Last updated on: February 24, 2010 8:42 AM
The ruling comes as the government is attempting to bring an end to 25 years of fighting with the Kurdish rebels.
The judges of Turkey's constitutional court took only three days of deliberating over the evidence to unanimously rule that the country's main Kurdish party the Democratic society Party -- or DTP was guilty of -- inciting hatred and violence and was linked to the terrorist group PKK. Hasim Killic, the head of the court, explained their decision.
No party has the right to utilize discourse and activities that contain terror, violence and pressure. A party should separate activities and discourses that contain violence and terror from the peaceful ones, he said.
Along with banning the party, its two leaders Ahmet Turk and Aysel Tugluk and 35 other members have now been banned from politics for five years. That means Turk and Tugluk will be expelled from parliament. The ruling comes as the government is trying to bring an end to a 25-year conflict with the Kurdistan Workers Party, or PKK. . Killic acknowledged the ramifications of his decision.
Some people will say this verdict will sabotage the peace process, but this case is two years old , and we are judges not politicians. He says no country in Europe would allow such a party to exist.
In justifying the verdict Killic also said they had studied similar cases in the European Union -- in particular the closure by Spanish courts of the pro Basque Batasuna party. But observers says such justification will do little to temper the expected condemnation from the European Union, which Turkey is seeking to join. The government also bracing itself for domestic reaction to the verdict.
The DTP warned earlier this week if his party was banned, all of its 21 members of parliament would resign and withdraw from parliamentary politics . That
is seen as a warning that the DTP will take its struggle for greater Kurdish rights to the streets. Addressing the media after the verdict, Turk warned of serious consequences for the country.
This deepens the desperation, he says. This is a reality. But we are hopeful that Turkey will find its peace one day. But by closing a political party you can't solve the problem. Turkey can only solve its problems through reason and dialog.

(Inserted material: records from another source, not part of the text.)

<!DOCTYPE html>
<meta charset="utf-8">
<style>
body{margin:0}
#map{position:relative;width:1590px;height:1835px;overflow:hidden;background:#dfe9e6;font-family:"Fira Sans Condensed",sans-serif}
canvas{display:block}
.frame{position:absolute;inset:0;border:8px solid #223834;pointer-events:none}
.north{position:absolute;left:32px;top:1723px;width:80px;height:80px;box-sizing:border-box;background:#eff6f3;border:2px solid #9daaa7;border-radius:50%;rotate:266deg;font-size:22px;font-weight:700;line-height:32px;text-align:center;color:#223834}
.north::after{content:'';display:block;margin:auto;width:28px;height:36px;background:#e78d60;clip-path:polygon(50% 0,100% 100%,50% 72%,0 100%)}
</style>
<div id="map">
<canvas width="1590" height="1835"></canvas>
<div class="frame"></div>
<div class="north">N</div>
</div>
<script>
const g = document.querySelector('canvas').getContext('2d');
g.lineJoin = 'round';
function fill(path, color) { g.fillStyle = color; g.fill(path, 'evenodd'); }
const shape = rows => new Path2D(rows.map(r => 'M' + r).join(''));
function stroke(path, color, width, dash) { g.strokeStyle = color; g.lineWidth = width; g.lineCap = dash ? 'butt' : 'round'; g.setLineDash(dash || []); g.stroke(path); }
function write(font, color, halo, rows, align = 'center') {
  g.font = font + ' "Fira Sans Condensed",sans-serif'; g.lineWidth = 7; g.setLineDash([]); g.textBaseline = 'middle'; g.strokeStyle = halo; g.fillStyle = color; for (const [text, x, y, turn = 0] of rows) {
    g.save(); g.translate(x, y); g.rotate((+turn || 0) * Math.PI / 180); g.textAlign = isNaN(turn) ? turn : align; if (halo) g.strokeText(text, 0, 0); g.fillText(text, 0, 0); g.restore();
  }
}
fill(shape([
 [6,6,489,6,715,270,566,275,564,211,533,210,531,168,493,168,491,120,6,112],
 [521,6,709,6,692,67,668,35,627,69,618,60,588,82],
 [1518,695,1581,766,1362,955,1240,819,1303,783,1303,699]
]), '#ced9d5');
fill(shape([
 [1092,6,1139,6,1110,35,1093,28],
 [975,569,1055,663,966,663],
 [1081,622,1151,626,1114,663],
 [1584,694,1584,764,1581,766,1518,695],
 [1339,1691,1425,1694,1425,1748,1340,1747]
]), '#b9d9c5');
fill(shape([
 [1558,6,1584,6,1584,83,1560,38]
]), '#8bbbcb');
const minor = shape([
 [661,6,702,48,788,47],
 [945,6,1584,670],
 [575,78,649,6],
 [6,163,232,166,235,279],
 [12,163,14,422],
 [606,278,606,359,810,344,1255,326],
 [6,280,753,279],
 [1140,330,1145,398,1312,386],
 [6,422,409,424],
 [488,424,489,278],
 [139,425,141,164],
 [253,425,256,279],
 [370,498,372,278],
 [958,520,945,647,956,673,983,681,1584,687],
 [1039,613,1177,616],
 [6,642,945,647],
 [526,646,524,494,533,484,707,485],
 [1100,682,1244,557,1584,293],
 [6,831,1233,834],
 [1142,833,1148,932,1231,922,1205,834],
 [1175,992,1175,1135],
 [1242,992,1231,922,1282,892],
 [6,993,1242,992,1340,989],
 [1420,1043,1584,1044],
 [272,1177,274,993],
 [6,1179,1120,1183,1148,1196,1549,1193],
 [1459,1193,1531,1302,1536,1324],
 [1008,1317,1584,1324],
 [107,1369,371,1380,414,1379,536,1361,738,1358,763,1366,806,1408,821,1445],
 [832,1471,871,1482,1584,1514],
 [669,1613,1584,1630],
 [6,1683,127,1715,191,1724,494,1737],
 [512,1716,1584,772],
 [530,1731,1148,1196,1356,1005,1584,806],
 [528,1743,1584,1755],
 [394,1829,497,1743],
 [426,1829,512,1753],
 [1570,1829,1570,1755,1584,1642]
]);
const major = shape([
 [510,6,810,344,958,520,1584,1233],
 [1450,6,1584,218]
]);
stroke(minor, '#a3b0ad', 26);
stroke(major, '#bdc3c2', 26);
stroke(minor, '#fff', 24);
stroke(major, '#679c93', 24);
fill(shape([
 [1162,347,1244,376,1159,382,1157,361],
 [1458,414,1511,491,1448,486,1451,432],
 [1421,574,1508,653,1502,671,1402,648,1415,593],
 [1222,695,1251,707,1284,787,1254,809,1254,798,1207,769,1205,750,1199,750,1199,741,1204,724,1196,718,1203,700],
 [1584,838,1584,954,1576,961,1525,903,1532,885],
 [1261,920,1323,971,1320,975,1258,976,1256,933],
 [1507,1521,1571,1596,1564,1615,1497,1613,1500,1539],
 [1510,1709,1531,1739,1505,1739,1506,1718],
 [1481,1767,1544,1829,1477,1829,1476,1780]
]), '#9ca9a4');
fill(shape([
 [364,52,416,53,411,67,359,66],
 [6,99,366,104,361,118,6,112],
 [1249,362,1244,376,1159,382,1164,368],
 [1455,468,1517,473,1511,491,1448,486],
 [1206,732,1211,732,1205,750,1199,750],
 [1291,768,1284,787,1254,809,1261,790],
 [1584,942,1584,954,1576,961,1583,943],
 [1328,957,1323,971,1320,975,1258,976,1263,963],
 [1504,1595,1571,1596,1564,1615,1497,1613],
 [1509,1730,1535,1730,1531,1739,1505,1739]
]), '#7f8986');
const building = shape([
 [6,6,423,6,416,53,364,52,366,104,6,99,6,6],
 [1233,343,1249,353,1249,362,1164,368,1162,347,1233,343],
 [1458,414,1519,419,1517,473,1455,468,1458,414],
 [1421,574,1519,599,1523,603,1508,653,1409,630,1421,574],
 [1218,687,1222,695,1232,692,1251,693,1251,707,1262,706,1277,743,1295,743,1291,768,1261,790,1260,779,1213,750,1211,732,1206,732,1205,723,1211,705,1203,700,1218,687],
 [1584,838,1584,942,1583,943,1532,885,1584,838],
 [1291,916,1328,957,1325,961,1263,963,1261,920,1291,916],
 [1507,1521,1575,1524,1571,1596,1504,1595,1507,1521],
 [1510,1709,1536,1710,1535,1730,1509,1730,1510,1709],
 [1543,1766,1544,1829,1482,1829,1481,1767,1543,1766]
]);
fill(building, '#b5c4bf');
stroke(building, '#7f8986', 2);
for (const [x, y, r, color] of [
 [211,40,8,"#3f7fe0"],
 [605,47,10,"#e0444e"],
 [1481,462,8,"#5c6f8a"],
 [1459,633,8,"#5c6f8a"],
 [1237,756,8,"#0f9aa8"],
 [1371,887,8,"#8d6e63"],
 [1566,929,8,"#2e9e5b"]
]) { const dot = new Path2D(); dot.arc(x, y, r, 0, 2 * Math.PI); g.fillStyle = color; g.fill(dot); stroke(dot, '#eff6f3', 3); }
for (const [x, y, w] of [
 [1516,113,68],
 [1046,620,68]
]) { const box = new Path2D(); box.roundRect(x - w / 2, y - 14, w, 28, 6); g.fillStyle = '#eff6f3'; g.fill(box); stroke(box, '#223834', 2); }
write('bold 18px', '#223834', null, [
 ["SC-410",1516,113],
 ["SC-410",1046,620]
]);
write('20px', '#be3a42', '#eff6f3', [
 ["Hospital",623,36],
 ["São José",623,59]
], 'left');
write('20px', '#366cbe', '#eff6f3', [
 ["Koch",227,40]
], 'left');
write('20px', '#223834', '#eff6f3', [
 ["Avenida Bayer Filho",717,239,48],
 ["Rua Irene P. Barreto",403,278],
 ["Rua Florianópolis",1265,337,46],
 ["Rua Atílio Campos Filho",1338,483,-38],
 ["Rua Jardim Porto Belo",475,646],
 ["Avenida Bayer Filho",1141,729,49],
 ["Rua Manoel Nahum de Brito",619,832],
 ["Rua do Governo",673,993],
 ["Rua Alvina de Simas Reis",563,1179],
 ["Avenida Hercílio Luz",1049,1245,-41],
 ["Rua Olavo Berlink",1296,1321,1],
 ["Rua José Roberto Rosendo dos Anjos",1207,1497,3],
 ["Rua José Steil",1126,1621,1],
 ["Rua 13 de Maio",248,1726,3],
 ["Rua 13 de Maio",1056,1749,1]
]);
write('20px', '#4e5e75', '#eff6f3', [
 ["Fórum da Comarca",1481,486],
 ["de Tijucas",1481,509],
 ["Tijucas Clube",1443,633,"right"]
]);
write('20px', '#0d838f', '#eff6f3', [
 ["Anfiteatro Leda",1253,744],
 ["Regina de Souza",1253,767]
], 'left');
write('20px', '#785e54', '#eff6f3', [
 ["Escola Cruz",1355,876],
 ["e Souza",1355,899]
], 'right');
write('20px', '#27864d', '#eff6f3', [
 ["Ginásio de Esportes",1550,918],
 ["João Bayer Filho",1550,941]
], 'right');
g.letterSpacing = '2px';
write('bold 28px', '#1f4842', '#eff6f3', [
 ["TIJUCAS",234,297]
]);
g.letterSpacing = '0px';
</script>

The verdict comes after a week of ethnic violence, in which Kurdish youths have been clashing with security forces across cities in Turkey's predominately Kurdish southeast. The demonstrations were in response to the killing of protestor last weekend. But protests have also been fueled by the expectation of the closure of the DTP. Turkish nationalists also have been demonstrating, following the killing of seven Turkish soldiers by the PKK on Monday. The banning of the DTP, while not unexpected, is predicted to further increase tensions as the country braces for more violence.